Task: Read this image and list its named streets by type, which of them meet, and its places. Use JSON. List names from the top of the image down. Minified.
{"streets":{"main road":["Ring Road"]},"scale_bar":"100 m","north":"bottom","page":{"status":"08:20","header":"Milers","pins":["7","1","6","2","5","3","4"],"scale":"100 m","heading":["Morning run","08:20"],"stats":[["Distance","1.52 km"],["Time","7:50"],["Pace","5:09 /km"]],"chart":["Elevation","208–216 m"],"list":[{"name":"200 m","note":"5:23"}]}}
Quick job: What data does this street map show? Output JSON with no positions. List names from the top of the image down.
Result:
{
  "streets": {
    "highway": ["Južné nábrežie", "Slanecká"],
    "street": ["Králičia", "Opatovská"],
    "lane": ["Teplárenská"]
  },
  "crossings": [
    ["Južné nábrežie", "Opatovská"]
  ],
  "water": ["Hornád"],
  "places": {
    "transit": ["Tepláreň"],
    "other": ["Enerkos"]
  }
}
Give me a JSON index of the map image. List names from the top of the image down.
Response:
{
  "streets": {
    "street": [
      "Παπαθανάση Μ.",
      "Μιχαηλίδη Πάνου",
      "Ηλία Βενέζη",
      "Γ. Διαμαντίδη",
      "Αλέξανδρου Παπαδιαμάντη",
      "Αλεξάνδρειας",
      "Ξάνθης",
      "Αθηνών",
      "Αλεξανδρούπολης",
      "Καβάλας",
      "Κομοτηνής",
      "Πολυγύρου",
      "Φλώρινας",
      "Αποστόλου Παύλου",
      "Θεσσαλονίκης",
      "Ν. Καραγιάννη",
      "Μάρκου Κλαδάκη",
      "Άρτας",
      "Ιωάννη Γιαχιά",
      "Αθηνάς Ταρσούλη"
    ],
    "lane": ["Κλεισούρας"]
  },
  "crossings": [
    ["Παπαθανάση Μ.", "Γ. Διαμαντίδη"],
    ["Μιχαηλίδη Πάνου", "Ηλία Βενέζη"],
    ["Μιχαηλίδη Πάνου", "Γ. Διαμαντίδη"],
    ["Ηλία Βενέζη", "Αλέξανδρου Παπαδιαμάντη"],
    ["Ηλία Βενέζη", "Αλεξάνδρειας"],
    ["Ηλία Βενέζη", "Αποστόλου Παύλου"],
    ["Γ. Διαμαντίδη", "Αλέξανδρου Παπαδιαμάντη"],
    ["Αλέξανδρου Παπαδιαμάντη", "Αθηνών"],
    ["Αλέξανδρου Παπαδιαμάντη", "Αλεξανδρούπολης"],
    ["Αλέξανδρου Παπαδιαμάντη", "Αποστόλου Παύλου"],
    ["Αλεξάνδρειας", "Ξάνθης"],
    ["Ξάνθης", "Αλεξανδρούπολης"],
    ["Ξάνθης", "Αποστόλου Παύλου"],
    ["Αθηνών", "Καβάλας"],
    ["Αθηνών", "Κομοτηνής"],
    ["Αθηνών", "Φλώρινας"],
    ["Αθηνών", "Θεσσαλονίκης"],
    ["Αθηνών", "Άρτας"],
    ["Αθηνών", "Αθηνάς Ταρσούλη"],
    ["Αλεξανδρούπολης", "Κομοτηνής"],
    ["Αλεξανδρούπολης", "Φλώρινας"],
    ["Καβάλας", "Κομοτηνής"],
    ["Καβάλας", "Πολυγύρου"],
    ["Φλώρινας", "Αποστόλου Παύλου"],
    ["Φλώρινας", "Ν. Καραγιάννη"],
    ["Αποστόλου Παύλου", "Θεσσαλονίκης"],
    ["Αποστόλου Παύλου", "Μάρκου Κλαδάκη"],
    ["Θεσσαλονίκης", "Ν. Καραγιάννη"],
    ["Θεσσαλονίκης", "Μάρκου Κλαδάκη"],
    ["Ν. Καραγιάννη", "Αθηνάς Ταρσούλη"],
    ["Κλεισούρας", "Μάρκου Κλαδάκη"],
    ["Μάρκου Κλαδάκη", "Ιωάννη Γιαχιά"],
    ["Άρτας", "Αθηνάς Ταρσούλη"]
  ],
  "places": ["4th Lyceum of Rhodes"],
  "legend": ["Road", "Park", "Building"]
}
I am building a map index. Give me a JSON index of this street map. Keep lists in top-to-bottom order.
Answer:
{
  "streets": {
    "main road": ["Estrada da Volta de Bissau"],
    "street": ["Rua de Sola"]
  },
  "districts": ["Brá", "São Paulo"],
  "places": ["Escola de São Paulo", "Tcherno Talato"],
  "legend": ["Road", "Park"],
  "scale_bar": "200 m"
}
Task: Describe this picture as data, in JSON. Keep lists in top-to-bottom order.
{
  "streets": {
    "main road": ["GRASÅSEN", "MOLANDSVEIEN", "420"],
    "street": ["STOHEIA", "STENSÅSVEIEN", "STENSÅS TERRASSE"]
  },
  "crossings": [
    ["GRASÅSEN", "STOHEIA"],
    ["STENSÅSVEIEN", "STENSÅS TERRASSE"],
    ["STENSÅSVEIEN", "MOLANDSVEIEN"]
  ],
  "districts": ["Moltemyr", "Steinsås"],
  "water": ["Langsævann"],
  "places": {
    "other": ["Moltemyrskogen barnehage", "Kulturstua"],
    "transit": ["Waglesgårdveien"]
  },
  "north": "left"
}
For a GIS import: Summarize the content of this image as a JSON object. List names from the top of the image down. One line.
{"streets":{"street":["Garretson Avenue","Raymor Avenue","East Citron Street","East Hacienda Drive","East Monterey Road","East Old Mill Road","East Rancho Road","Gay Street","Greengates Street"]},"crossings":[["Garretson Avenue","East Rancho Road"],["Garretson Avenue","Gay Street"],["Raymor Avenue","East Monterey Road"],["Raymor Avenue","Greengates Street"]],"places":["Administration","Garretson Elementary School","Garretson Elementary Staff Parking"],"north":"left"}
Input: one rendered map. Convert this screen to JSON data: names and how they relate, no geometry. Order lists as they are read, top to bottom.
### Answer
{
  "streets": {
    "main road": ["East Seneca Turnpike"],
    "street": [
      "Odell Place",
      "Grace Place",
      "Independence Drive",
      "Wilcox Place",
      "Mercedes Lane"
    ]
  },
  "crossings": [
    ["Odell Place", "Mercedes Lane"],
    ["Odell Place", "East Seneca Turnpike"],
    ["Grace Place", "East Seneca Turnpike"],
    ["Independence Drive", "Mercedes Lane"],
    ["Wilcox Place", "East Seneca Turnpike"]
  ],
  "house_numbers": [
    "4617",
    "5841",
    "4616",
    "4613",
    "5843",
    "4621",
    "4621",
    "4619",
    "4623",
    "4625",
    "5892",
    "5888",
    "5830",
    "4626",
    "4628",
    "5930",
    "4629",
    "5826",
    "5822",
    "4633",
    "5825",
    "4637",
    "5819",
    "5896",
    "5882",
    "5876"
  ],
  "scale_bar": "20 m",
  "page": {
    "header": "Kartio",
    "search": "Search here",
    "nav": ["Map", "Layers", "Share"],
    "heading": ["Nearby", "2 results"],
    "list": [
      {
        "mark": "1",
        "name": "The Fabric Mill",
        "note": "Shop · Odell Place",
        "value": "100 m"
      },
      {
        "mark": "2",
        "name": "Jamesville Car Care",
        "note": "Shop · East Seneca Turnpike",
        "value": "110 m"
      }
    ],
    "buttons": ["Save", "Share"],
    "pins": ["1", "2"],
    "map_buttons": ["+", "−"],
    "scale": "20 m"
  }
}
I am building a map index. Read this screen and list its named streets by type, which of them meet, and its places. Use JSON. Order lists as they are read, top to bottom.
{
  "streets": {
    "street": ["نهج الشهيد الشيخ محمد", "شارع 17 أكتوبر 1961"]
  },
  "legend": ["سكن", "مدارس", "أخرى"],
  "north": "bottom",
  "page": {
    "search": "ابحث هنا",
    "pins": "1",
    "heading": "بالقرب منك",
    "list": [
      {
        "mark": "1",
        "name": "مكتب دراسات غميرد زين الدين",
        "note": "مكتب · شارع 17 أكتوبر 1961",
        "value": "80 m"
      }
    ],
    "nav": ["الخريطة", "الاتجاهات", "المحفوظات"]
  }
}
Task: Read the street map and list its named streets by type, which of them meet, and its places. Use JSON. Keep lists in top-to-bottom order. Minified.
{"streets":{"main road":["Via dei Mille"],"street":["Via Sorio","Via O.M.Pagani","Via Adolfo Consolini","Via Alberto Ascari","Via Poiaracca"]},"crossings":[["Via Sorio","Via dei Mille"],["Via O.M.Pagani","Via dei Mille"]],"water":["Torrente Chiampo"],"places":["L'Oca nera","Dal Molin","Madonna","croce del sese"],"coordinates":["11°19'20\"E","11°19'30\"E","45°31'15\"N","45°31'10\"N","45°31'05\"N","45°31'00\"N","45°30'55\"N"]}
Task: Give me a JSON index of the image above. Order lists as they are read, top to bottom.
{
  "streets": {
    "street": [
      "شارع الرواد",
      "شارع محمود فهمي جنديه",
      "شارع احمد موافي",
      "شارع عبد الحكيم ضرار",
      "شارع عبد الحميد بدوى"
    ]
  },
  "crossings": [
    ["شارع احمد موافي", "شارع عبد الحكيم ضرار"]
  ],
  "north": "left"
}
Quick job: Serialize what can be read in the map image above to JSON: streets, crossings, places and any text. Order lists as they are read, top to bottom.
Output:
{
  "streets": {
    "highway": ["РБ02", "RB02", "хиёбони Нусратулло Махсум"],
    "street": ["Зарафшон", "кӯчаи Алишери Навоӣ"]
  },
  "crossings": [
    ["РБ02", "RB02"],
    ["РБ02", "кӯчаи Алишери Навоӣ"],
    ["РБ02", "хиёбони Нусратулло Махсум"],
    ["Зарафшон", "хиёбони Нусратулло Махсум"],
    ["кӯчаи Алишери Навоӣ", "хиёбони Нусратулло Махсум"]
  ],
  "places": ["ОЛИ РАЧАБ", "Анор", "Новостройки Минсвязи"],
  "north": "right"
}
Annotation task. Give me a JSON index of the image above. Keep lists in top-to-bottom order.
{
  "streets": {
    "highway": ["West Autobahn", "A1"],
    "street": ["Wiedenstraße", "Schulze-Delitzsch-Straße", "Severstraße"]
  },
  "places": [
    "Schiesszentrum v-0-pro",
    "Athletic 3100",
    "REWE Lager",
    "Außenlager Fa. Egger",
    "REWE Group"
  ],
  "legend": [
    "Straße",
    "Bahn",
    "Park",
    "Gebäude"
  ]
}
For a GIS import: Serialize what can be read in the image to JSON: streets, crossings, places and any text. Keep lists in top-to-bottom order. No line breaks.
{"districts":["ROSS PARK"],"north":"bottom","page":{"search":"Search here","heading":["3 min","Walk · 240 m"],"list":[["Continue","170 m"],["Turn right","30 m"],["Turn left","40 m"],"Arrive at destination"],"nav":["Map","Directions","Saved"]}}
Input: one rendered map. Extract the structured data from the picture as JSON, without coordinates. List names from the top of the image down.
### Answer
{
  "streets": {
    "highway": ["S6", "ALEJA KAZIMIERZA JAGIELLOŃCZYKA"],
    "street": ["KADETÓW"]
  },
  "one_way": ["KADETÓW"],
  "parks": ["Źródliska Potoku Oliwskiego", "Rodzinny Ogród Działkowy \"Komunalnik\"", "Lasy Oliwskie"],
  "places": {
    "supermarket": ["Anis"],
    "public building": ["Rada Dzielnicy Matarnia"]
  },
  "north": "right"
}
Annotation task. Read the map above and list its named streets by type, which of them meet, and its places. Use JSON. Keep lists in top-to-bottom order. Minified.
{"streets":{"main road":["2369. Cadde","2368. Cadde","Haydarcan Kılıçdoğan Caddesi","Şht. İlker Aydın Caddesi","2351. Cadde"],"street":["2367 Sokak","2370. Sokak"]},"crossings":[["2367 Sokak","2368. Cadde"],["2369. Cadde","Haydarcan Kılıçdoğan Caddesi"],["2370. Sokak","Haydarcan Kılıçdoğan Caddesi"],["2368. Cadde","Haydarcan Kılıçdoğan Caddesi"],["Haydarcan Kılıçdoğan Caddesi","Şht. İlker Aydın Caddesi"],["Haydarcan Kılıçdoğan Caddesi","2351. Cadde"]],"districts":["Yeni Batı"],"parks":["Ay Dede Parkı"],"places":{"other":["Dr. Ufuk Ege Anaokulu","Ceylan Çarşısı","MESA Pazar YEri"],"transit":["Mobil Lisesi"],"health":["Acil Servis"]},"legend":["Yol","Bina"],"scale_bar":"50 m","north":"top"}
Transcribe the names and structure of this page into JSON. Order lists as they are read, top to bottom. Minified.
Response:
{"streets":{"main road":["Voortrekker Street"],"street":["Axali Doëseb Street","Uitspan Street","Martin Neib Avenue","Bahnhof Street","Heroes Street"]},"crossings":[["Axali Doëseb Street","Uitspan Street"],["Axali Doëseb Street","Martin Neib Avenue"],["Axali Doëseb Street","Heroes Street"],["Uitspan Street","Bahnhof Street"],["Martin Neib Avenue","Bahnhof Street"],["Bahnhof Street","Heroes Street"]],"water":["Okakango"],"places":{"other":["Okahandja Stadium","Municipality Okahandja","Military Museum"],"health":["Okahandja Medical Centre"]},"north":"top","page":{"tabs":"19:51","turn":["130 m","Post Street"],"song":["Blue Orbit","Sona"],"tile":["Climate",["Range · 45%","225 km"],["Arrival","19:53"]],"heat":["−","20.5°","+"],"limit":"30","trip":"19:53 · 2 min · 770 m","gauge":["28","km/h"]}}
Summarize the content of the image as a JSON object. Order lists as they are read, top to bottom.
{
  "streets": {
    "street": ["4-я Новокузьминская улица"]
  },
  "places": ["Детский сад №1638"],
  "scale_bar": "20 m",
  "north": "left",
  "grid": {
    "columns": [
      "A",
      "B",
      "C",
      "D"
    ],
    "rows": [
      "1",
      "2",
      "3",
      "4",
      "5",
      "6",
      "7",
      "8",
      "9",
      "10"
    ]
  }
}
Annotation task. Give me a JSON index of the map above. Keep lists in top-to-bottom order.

----------------

DIRECTIONS
Exactly as they appear, write out the lines from the one containing "Summarize the content of the" through the final line of the entries above, both included.

ANSWER SPACE
Summarize the content of the image as a JSON object. Order lists as they are read, top to bottom.
{
  "streets": {
    "street": ["4-я Новокузьминская улица"]
  },
  "places": ["Детский сад №1638"],
  "scale_bar": "20 m",
  "north": "left",
  "grid": {
    "columns": [
      "A",
      "B",
      "C",
      "D"
    ],
    "rows": [
      "1",
      "2",
      "3",
      "4",
      "5",
      "6",
      "7",
      "8",
      "9",
      "10"
    ]
  }
}
Annotation task. Give me a JSON index of the map above. Keep lists in top-to-bottom order.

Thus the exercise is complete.